Additionally, the adolescent respondent received no warning that his failure to desist from making such statements as might “annoy, alarm or inconvenience” other passengers would result in his ejection from the train, as required by 21 NYCRR 1050.11. This eminently reasonable requirement strikes an appropriate balance between the public’s interest in quiet enjoyment of the subway and the individual’s right to arrive at his destination.
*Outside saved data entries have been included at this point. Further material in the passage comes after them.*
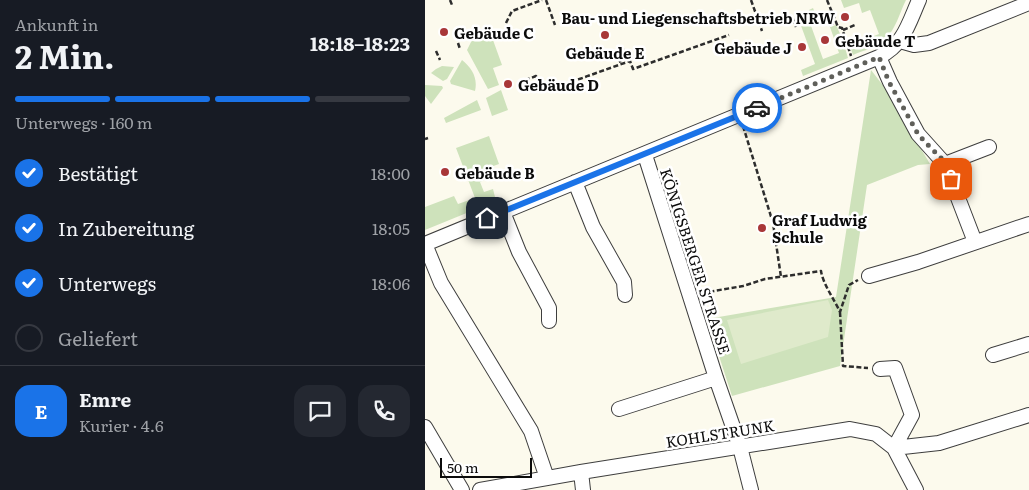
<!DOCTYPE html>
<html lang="de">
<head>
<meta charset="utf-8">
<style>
	:root { --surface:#171b24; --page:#242831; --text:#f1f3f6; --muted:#9ea1a6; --line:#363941; --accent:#1a73e8 }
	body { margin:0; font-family:Literata,serif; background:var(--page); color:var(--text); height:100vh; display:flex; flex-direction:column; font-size:19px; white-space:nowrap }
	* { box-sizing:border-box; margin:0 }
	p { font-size:16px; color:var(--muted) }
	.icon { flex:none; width:28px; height:28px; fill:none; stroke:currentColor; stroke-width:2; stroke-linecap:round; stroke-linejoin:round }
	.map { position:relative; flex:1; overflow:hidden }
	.panel { display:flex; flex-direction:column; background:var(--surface); width:425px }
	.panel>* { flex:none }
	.scale { position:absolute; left:15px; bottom:12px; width:92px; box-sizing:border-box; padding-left:5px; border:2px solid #0b0b0b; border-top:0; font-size:14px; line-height:18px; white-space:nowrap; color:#0b0b0b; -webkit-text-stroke:4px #fff; paint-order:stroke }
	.pin { position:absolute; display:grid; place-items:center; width:42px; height:42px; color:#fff; margin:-21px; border-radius:10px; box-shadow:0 2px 8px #0006 }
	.courier { position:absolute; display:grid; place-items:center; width:50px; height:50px; margin:-25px; border:4px solid #1a73e8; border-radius:50%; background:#fff; color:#222; box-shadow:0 1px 6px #0007 }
	.overview em { font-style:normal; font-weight:700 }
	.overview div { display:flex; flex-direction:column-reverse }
	.overview { display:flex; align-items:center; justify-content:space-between; height:85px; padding:0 15px }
	h1 { font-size:32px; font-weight:700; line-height:38px }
	.bar { display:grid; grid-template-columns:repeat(4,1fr); gap:8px 5px; align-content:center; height:60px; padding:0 15px }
	.bar i { height:6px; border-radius:4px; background:var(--line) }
	.bar .active { background:var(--accent) }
	.bar p { grid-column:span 4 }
	.line { display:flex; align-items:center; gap:12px; padding:0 15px; border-top:1px solid var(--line) }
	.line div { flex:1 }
	.round { display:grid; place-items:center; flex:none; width:52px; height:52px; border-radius:15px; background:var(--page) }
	ol { padding:0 15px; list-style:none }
	li { display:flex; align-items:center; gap:15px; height:55px }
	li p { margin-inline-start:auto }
	li .icon { padding:5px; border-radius:50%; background:var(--accent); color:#fff; stroke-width:4 }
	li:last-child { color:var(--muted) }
	li i { width:28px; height:28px; border:2px solid var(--line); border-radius:50% }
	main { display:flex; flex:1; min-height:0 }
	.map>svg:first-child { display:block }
</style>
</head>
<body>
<main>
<section class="panel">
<div class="overview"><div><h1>2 Min.</h1><p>Ankunft in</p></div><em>18:18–18:23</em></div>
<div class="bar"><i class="active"></i><i class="active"></i><i class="active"></i><i></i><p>Unterwegs · 160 m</p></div>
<ol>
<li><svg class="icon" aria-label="check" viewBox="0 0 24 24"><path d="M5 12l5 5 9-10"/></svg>Bestätigt<p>18:00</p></li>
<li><svg class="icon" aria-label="check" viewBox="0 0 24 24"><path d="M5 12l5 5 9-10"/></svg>In Zubereitung<p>18:05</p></li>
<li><svg class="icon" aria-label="check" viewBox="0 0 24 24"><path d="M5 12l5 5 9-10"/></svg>Unterwegs<p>18:06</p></li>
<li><i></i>Geliefert</li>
</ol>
<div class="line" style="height:90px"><b class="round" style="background:var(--accent);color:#fff">E</b><div><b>Emre</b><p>Kurier · 4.6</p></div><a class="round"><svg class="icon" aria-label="chat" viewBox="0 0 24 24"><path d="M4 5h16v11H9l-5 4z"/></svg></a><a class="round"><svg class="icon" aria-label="phone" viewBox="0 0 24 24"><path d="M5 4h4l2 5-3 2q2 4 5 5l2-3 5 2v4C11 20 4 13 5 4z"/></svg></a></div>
</section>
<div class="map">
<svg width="604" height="490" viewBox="0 0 604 490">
	<rect width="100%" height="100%" fill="#fcfaed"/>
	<path fill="#cee2bb" d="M 416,0 L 481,0 C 474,14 469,36 454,44 C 446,49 437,51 428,55 L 424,43 L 432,40 L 434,42 L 454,34 L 445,10 L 437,13 L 434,3 L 419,8 Z
		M 388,8 L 391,16 L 406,10 L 408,17 L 405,18 L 406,21 L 403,23 L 401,17 L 385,23 L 398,59 L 414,53 L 405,27 L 411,25 L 417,38 L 415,39 L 416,41 L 418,41 L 423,58 L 378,76 L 376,70 L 390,64 L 375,23 L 381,17 L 384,10 Z
		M 64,29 L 77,65 L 68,68 L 74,85 L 63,89 L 42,50 L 48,38 L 51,40 L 62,35 L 61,31 Z
		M 37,60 C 47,68 53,78 50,91 L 26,84 L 25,81 Z
		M 17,66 L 29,67 L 22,79 L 18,81 L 6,73 L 11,69 Z
		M 446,70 L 460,88 L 505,164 L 493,165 L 442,185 L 415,366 L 307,396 L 282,319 L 411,297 Z
		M 0,85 L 17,86 L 18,88 L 6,104 L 0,96 Z
		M 76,90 L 83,110 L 67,116 L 61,98 Z
		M 52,100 L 56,110 L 21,123 L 19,118 Z
		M 64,136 L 74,164 L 60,169 L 63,178 L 55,182 L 59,192 L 68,189 L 71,201 L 0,230 L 0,207 L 29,196 L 33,204 L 50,198 L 31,148 Z"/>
	<path fill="#dfeacb" d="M 403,300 L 407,310 L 403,337 L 316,364 L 302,320 Z"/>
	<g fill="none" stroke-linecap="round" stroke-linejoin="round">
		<defs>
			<path id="minor" d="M 475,41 L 489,45 L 504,43 L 604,3
				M 454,57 L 465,82 L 493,134 L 520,164 L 550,242
				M 220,155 L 291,378 L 315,447 L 326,490
				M 520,164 L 564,147
				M 150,182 L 168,227 L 199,282 L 200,295
				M 78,212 L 94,252 L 124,308 L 124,321
				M 0,244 L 454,57 C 479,44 483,25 494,0
				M 0,244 L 16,283 L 106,431 L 122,478
				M 444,276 L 493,262 L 604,224
				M 568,355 L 604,344
				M 455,369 L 470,368 L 487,415 L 469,448
				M 194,409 L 291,378
				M 0,427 L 37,490
				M 469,448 L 514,443 L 604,415
				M 156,472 L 158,490
				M 55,490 L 156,472 L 425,429 L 451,434 L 469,448 L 491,490"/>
		</defs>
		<use href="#minor" stroke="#3e3e3e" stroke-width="16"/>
		<path stroke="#2d2d2d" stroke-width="2.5" stroke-dasharray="5 2.5" stroke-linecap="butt" d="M 25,0 L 27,5
			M 121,0 L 130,25
			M 326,0 L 337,31
			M 402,0 L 413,27 L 417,28 L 426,56
			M 368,19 L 371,27
			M 81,23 L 87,11 L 117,0
			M 404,25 L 411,22
			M 418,30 L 430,25
			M 33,43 L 35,49
			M 198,49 L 202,62
			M 11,51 L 15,60
			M 191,51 L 196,64
			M 146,82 L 205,61 L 208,69 L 304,35
			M 93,83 L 111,76 L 114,85
			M 318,126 L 348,223 L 356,277
			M 0,139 L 3,138
			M 277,293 L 318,286 L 340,279 L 396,271 C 398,284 409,299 415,312 L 424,285 L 433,280
			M 415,312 L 418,366 L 443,368"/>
		<use href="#minor" stroke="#fff" stroke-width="14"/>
	</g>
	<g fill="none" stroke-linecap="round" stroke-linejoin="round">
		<path stroke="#5f5f5a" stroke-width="5" stroke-dasharray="0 9" d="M 332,108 L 454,57 L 464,82 L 493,134 L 502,144 L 517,159 L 526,179"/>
		<path stroke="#1a73e8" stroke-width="6" d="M 62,218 L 332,108"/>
	</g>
	<g fill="#a83738" stroke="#fff" stroke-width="2">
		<circle cx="420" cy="17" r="5"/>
		<circle cx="19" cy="32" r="5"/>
		<circle cx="180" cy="35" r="5"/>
		<circle cx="400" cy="40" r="5"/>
		<circle cx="377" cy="47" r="5"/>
		<circle cx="83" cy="84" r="5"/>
		<circle cx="20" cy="172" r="5"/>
		<circle cx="337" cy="228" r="5"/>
	</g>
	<g text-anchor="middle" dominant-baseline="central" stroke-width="5" stroke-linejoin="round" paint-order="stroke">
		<g font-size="15" font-weight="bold" fill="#0b0b0b" stroke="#fff" text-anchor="start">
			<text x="410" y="17" text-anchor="end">Bau- und Liegenschaftsbetrieb NRW</text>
			<text x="29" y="32">Gebäude C</text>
			<text x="410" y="40">Gebäude T</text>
			<text x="367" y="47" text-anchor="end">Gebäude J</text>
			<text x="180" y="52" text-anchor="middle">Gebäude E</text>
			<text x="93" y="84">Gebäude D</text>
			<text x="30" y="172">Gebäude B</text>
			<text x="347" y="219">Graf Ludwig<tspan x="347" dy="17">Schule</tspan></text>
		</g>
		<g font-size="15" fill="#0b0b0b" stroke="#fff">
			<text transform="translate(271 261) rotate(72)">KÖNIGSBERGER STRASSE</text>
			<text transform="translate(295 433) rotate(-9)">KOHLSTRUNK</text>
		</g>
	</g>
</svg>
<div class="scale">50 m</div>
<div class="pin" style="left:526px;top:179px;background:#ea580c"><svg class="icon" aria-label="bag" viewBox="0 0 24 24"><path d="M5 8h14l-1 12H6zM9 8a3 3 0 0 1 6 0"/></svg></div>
<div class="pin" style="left:62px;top:218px;background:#1f2937"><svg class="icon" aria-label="home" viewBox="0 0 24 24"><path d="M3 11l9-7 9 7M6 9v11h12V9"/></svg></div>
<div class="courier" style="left:332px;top:108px"><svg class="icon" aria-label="car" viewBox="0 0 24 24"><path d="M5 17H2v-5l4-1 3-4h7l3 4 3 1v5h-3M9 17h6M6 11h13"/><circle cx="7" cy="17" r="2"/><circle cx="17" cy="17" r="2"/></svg></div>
</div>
</main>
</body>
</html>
Adolescents in particular are susceptible to provocatively poor judgment when confronted with an official assertion of authority. (People v Todaro, 26 NY2d at 330.) Moreover, it is equally reasonable to require police officers to issue specific and direct notice to the juvenile that failure to desist would result in consequences. (See Matter of Davan L., 91 NY2d 88, 91 [1997] [noting that “the juvenile was put on specific, direct notice” not to get involved in a police undercover buy operation].) Finally, the officers also had an obligation to ensure that the respondent, as a juvenile, had the ability to arrive safely to his destination.
For the foregoing reasons, the court finds that the presentment agency has failed to prove beyond a reasonable doubt that the officers properly applied the transit rules in removing the respondent from the A train or from the Euclid Avenue station.
The petition is dismissed.
Penal Law § 240.20 states: “A person is guilty of disorderly conduct when, with intent to cause public inconvenience, annoyance or alarm, or recklessly creating a risk thereof: . . . 3. In a public place, he uses abusive or obscene language, or makes an obscene gesture.”